# The problem
Keep every word of the entries and print them exactly; the pictures stay out.

#### Supplied material ####

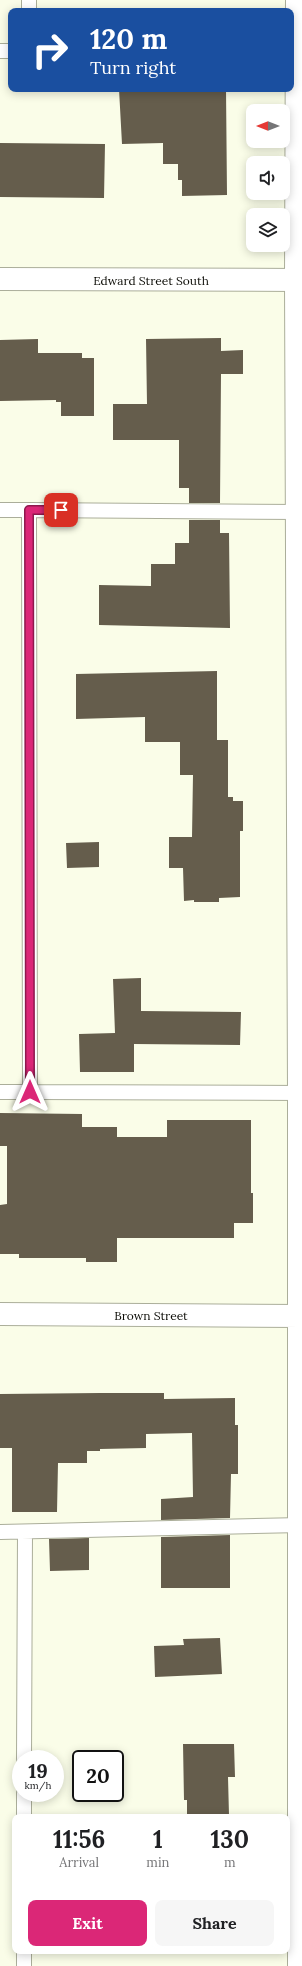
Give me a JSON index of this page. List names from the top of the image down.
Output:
{
  "streets": {
    "street": ["Edward Street South", "Brown Street"]
  },
  "north": "left",
  "page": {
    "turn": ["120 m", "Turn right"],
    "speed": "19 km/h",
    "limit": "20",
    "eta": [
      "11:56",
      "Arrival",
      "1",
      "min",
      "130",
      "m"
    ],
    "buttons": ["Exit", "Share"]
  }
}
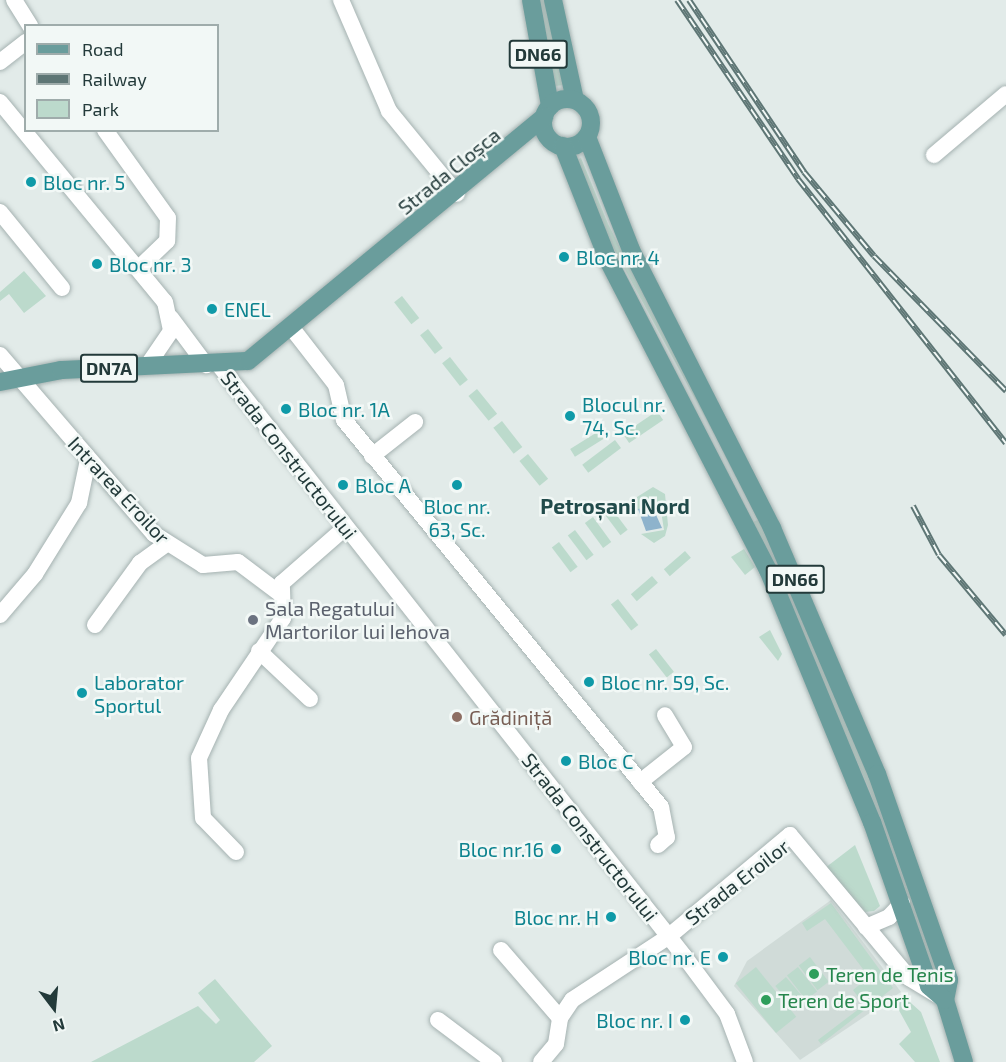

####

# Task result
Give me a JSON index of this page. List names from the top of the image down.
Output:
{
  "streets": {
    "street": ["Edward Street South", "Brown Street"]
  },
  "north": "left",
  "page": {
    "turn": ["120 m", "Turn right"],
    "speed": "19 km/h",
    "limit": "20",
    "eta": [
      "11:56",
      "Arrival",
      "1",
      "min",
      "130",
      "m"
    ],
    "buttons": ["Exit", "Share"]
  }
}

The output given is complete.